There are even playground rules. Kindergartners can't play on the larger set of monkey bars.
"I didn't expect that many rules," said Carson Retter, 5. "There are rules outside and inside," he said in a tone of amazement.
Classmate John Kiefner, 6, said it's hard to be quiet in class. "It's also tough not to get in trouble," he said.
But Janet said she focuses on positive reinforcement rather than punishment.
"You get positive reinforcement for doing the right thing," she said.
"My way of discipline is just rewarding positive behavior constantly," Janet said. "Yelling doesn't work."
Her students get rewarded with toys from the "surprise box," a plastic tub in the corner of the room. Children also are rewarded with play time in the play house, she said.
Kindergartner Olivia Saulsberry, 5, took the rules in stride.
"This means to hush," she said, holding her index finger in the air.
Saulsberry found plenty to like about her first day of class. "I like it when we color," she said.
Even eating pizza in the school cafeteria was fun, she said. "I got chocolate milk," she proudly remarked.
Olivia and her classmates focused on the first-day fun.
But teaching kindergarten means more than fun and games.
It's challenging because students come into their first year of school at different learning levels, Janet said.
"Some children come in not knowing one letter of the alphabet. Then again, we will have children coming in who are reading at the second-grade level," she said.
Language can be a challenge too. Janet said she often has Hispanic children in her class. She also has had a student from Poland and another from Bulgaria.
This year, she has one Hispanic student in her class.

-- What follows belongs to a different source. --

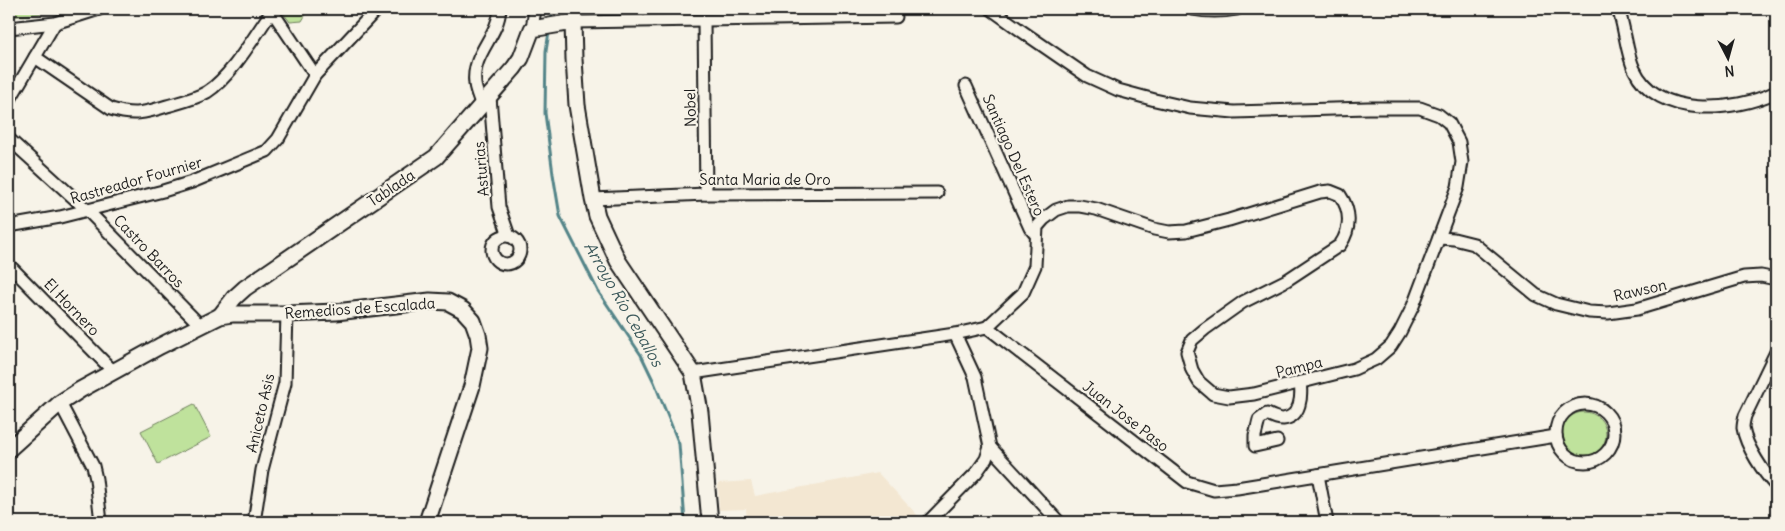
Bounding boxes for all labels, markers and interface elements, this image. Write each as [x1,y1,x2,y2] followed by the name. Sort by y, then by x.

But that could increase with last-minute enrollments that often occur over the course of the first week of classes, Janet said.
She had 23 students in her class last school year and could end up close to that again this year.
When she began teaching in the district, kindergarten was a half-day class. In those days, she would typically have 35 to 42 children in the class.
Back then, kindergarten wasn't as academically structured.
"We were not pressured to teach reading and writing 22 years ago," she said.
Janet believes parents are busier today. In most households, both parents now work full time, she said.
"We have lots of children going to day care," she said.
Janet said she never tires of teaching kindergartners.
"I think a lot of it is just their innocence. Kindergartners are so much fun," she said.
"I can act crazy and silly and funny," Janet said.
One of her favorite things to do is pretend to faint and fall on the classroom carpet when all the children in her class perform a certain task properly like marking their calendars.
On the last day of school this spring, Janet and her students temporarily took new names like Spongebob and Spiderman.
At the suggestion of students, Janet was called "Mrs. Gorgeous."
Such frivolity is hard to ignore.
Said Janet, "They love you no matter what at this age."